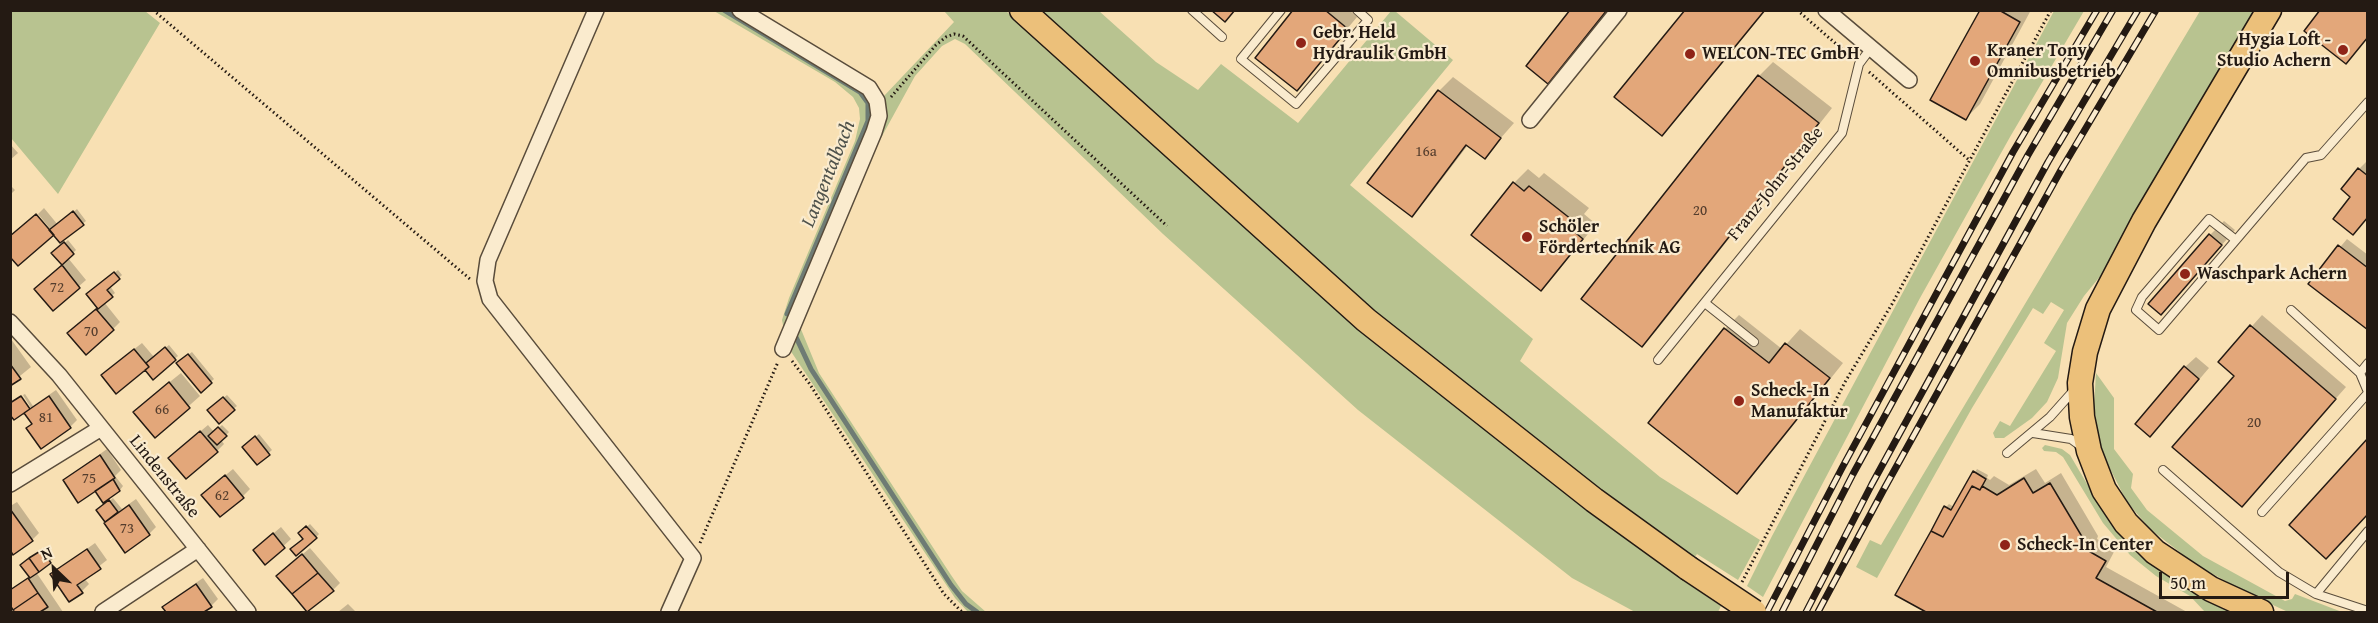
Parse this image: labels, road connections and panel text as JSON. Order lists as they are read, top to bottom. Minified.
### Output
{"streets":{"street":["Lindenstraße"],"lane":["Franz-John-Straße"]},"water":["Langentalbach"],"places":["Gebr. Held Hydraulik GmbH","Hygia Loft - Studio Achern","WELCON-TEC GmbH","Kraner Tony Omnibusbetrieb","Schöler Fördertechnik AG","Waschpark Achern","Scheck-In Manufaktur","Scheck-In Center"],"house_numbers":["16a","20","72","70","66","81","20","75","62","73"],"scale_bar":"50 m","north":"top left"}
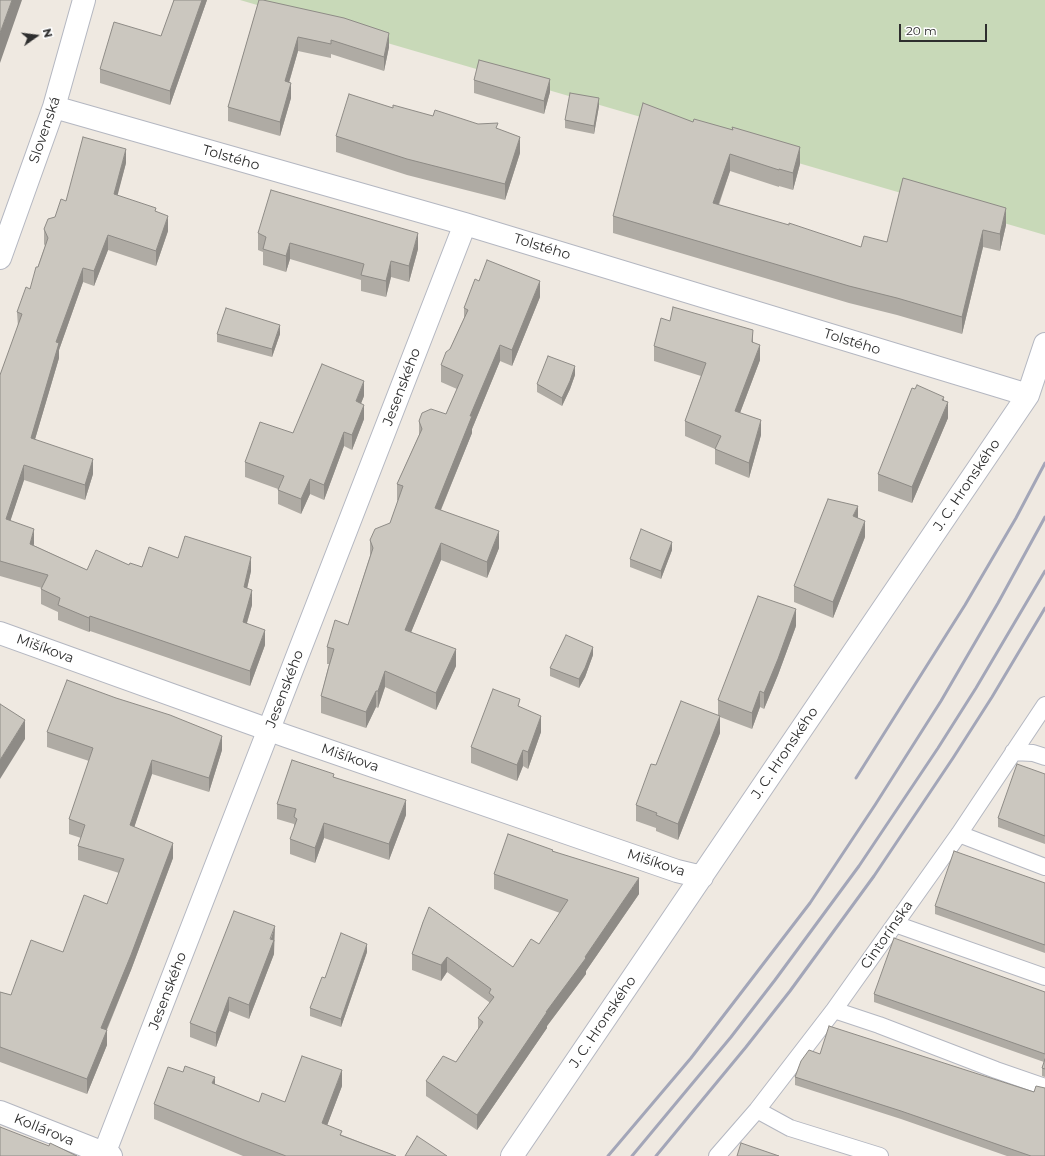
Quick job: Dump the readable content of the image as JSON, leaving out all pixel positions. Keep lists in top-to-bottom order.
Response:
{
  "streets": {
    "street": [
      "Slovenská",
      "Tolstého",
      "Jesenského",
      "J. C. Hronského",
      "Mišíkova",
      "Kollárova"
    ],
    "lane": ["Cintorínska"]
  },
  "crossings": [
    ["Slovenská", "Tolstého"],
    ["Tolstého", "Jesenského"],
    ["Tolstého", "J. C. Hronského"],
    ["Jesenského", "Mišíkova"],
    ["Jesenského", "Kollárova"],
    ["J. C. Hronského", "Mišíkova"]
  ],
  "scale_bar": "20 m",
  "north": "right"
}
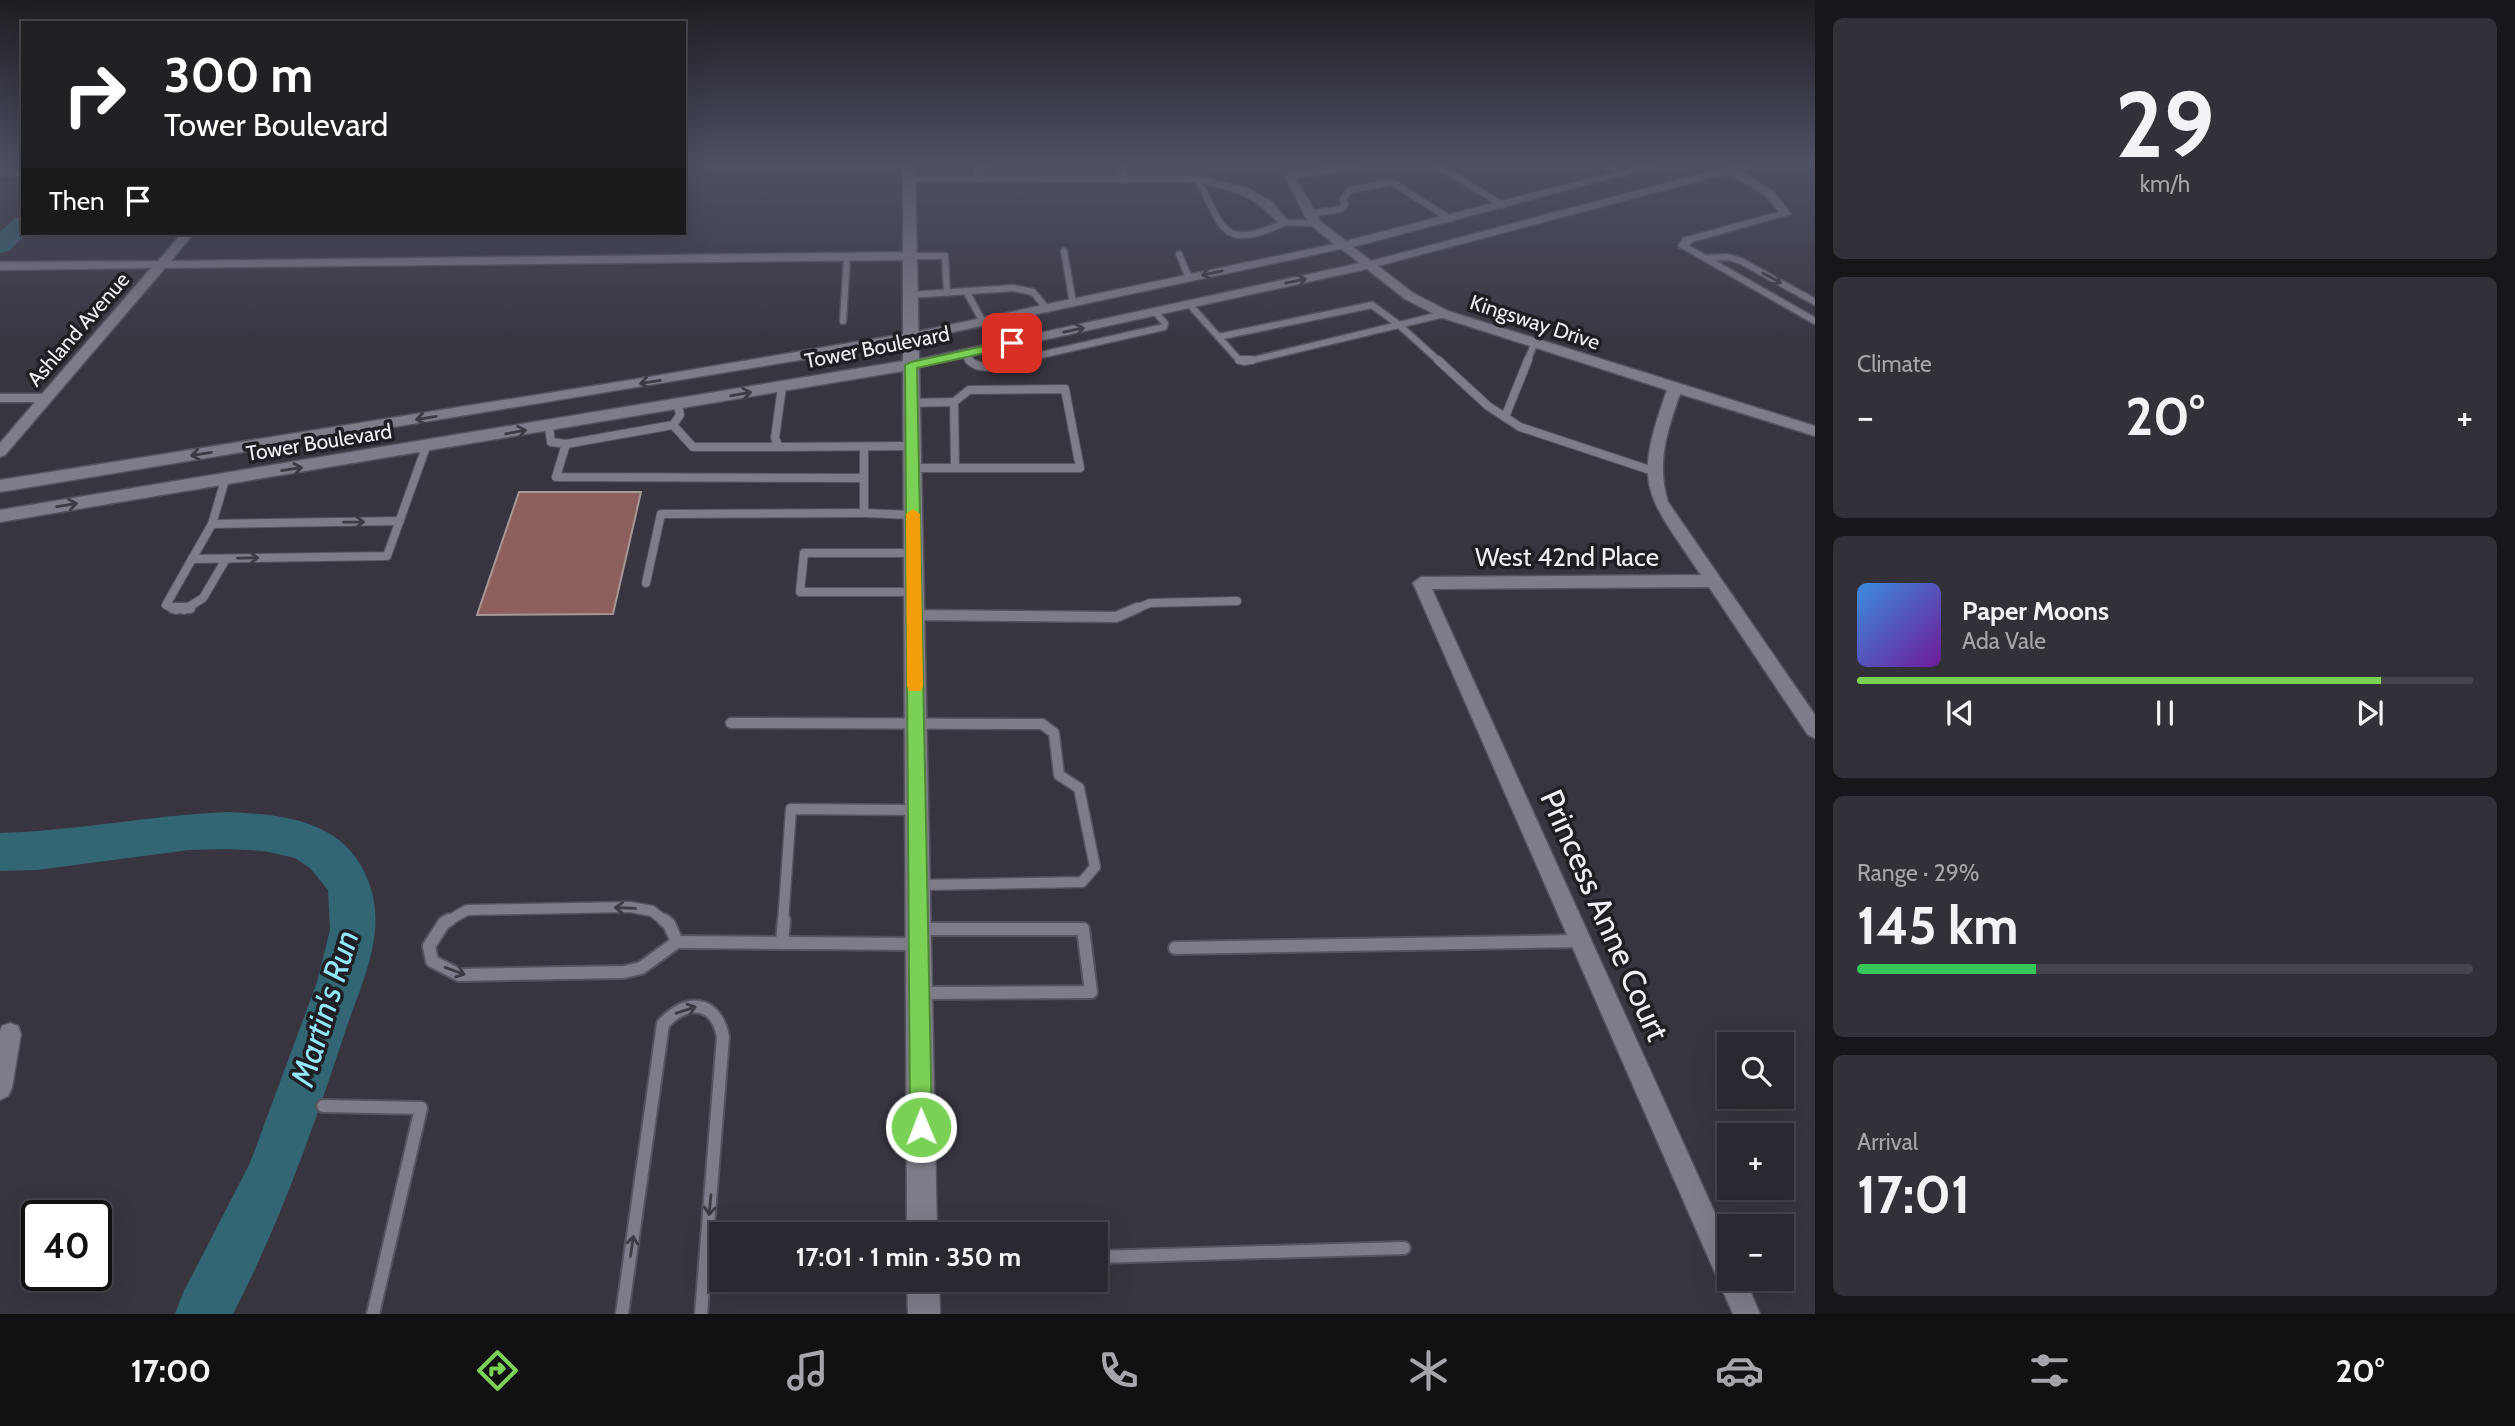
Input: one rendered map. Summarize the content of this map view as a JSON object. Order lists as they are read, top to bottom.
{
  "streets": {
    "street": [
      "Kingsway Drive",
      "Ashland Avenue",
      "Tower Boulevard",
      "West 42nd Place",
      "Princess Anne Court"
    ]
  },
  "crossings": [
    ["Kingsway Drive", "Tower Boulevard"],
    ["West 42nd Place", "Princess Anne Court"]
  ],
  "water": ["Martin's Run"],
  "page": {
    "tile": [
      ["29", "km/h"],
      "Climate",
      ["Range · 29%", "145 km"],
      ["Arrival", "17:01"]
    ],
    "turn": ["300 m", "Tower Boulevard"],
    "then": "Then",
    "heat": ["−", "20°", "+"],
    "song": ["Paper Moons", "Ada Vale"],
    "map_buttons": ["+", "−"],
    "limit": "40",
    "trip": "17:01 · 1 min · 350 m",
    "tabs": ["17:00", "20°"]
  }
}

§ Goal of the exercise
Each record must appear again exactly as written above, without its pictures.

§ Answer to the exercise
Parse this image: labels, road connections and panel text as JSON. Order lists as they are read, top to bottom. Minified.
### Output
{"streets":{"street":["Lindenstraße"],"lane":["Franz-John-Straße"]},"water":["Langentalbach"],"places":["Gebr. Held Hydraulik GmbH","Hygia Loft - Studio Achern","WELCON-TEC GmbH","Kraner Tony Omnibusbetrieb","Schöler Fördertechnik AG","Waschpark Achern","Scheck-In Manufaktur","Scheck-In Center"],"house_numbers":["16a","20","72","70","66","81","20","75","62","73"],"scale_bar":"50 m","north":"top left"}
Quick job: Dump the readable content of the image as JSON, leaving out all pixel positions. Keep lists in top-to-bottom order.
Response:
{
  "streets": {
    "street": [
      "Slovenská",
      "Tolstého",
      "Jesenského",
      "J. C. Hronského",
      "Mišíkova",
      "Kollárova"
    ],
    "lane": ["Cintorínska"]
  },
  "crossings": [
    ["Slovenská", "Tolstého"],
    ["Tolstého", "Jesenského"],
    ["Tolstého", "J. C. Hronského"],
    ["Jesenského", "Mišíkova"],
    ["Jesenského", "Kollárova"],
    ["J. C. Hronského", "Mišíkova"]
  ],
  "scale_bar": "20 m",
  "north": "right"
}
Input: one rendered map. Summarize the content of this map view as a JSON object. Order lists as they are read, top to bottom.
{
  "streets": {
    "street": [
      "Kingsway Drive",
      "Ashland Avenue",
      "Tower Boulevard",
      "West 42nd Place",
      "Princess Anne Court"
    ]
  },
  "crossings": [
    ["Kingsway Drive", "Tower Boulevard"],
    ["West 42nd Place", "Princess Anne Court"]
  ],
  "water": ["Martin's Run"],
  "page": {
    "tile": [
      ["29", "km/h"],
      "Climate",
      ["Range · 29%", "145 km"],
      ["Arrival", "17:01"]
    ],
    "turn": ["300 m", "Tower Boulevard"],
    "then": "Then",
    "heat": ["−", "20°", "+"],
    "song": ["Paper Moons", "Ada Vale"],
    "map_buttons": ["+", "−"],
    "limit": "40",
    "trip": "17:01 · 1 min · 350 m",
    "tabs": ["17:00", "20°"]
  }
}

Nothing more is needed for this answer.